Work instructions:
Where a line of the following data contains the string "stream", include it in the tally. Report the total alone.

Given records:
[Start of section]
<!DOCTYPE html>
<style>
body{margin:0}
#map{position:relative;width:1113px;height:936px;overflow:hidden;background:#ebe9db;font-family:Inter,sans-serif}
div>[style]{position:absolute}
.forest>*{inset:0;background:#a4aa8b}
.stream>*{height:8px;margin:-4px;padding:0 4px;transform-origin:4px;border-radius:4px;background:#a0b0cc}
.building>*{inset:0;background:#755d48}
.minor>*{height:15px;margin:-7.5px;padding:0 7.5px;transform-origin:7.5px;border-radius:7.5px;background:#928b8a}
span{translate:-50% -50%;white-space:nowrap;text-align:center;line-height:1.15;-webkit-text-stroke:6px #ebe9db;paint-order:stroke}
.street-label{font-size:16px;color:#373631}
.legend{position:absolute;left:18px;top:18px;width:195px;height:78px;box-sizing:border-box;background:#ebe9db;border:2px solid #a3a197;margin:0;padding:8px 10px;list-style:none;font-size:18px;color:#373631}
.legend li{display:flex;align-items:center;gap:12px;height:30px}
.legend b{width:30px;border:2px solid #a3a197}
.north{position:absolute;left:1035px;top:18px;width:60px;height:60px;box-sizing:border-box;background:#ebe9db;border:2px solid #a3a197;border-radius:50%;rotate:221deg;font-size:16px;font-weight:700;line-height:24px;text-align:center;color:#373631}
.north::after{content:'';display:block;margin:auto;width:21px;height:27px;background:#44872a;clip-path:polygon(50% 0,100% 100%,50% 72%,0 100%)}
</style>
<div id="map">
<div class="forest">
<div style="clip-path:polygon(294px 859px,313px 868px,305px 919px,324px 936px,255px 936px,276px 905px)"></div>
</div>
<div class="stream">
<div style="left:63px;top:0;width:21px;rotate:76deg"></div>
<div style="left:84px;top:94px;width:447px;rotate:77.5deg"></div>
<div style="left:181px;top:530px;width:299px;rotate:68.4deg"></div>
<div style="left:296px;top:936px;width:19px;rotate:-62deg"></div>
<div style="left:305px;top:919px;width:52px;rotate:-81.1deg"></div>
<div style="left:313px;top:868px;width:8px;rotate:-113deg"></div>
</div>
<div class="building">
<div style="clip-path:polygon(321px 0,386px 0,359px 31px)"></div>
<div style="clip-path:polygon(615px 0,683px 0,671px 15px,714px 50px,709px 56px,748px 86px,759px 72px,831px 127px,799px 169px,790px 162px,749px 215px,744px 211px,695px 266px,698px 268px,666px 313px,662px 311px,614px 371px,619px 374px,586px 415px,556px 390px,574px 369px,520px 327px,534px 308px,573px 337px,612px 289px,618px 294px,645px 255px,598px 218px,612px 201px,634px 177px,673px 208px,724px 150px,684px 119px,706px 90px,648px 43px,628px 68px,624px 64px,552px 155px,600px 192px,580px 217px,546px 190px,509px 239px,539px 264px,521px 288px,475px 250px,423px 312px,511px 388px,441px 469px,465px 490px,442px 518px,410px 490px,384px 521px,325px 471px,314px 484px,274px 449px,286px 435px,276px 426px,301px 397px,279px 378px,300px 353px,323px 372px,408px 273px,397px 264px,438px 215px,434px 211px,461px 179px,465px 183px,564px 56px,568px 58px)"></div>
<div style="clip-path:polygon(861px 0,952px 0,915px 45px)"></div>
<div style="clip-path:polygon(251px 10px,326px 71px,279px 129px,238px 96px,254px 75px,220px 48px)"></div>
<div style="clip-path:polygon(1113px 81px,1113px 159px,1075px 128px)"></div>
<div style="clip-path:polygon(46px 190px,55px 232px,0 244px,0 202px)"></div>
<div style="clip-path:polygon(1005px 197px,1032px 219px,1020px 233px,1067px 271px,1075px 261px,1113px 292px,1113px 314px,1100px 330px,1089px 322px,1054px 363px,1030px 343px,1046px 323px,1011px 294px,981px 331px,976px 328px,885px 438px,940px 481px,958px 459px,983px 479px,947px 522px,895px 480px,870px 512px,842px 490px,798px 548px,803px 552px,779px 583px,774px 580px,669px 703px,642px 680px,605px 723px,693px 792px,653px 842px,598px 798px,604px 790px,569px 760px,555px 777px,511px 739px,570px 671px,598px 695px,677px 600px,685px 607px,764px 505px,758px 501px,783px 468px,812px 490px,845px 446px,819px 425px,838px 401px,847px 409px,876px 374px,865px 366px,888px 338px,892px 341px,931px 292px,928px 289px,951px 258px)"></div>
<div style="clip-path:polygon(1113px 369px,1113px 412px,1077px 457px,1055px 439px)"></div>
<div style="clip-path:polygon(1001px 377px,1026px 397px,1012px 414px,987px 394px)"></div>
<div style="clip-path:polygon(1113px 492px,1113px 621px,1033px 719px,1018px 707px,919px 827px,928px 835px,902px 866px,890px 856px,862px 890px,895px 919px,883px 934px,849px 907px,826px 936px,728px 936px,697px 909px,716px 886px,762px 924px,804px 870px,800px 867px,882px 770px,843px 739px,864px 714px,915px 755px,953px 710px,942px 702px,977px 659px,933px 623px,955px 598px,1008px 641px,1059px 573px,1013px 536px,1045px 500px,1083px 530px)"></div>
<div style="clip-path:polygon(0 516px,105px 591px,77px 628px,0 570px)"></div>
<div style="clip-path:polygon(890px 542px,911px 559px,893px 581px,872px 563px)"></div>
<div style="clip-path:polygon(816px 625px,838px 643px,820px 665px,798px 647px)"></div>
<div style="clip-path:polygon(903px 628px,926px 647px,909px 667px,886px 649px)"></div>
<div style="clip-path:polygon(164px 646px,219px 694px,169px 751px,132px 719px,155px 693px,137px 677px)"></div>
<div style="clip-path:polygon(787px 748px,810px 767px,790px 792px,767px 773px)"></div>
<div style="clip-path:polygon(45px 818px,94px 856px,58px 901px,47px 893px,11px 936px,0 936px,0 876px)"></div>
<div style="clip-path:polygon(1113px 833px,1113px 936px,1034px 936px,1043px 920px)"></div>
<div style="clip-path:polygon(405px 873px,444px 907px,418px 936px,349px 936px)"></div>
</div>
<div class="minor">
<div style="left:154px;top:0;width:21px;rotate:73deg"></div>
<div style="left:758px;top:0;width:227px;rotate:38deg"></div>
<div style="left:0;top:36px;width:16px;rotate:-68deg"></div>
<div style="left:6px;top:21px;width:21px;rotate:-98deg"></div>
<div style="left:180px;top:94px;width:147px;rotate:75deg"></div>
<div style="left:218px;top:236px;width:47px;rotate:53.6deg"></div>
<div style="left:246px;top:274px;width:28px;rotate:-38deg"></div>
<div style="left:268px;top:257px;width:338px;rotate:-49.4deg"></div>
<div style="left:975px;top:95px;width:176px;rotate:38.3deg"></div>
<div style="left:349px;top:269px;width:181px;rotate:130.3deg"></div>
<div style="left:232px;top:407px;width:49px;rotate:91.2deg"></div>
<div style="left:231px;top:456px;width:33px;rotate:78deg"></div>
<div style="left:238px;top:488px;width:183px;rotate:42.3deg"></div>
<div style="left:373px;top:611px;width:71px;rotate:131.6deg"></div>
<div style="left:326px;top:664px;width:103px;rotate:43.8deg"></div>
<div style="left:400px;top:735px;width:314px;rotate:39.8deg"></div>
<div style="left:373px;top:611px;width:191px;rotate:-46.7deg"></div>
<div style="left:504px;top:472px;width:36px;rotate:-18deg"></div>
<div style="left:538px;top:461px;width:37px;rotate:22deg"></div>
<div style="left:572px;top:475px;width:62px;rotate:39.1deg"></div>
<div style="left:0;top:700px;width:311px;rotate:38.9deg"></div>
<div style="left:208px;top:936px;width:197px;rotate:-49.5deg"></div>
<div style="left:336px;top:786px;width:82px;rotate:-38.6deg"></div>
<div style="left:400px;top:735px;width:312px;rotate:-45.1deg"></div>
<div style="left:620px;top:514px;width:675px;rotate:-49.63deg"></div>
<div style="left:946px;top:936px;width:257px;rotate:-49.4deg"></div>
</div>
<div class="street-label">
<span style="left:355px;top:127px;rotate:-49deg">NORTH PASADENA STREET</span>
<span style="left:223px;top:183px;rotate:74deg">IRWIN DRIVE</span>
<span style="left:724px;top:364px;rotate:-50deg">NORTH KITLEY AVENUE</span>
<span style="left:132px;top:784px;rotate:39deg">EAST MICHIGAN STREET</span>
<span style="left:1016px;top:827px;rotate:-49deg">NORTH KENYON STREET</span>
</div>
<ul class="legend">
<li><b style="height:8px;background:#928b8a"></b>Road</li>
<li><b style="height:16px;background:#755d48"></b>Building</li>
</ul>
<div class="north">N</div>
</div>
[End of section]
Solved problem:
2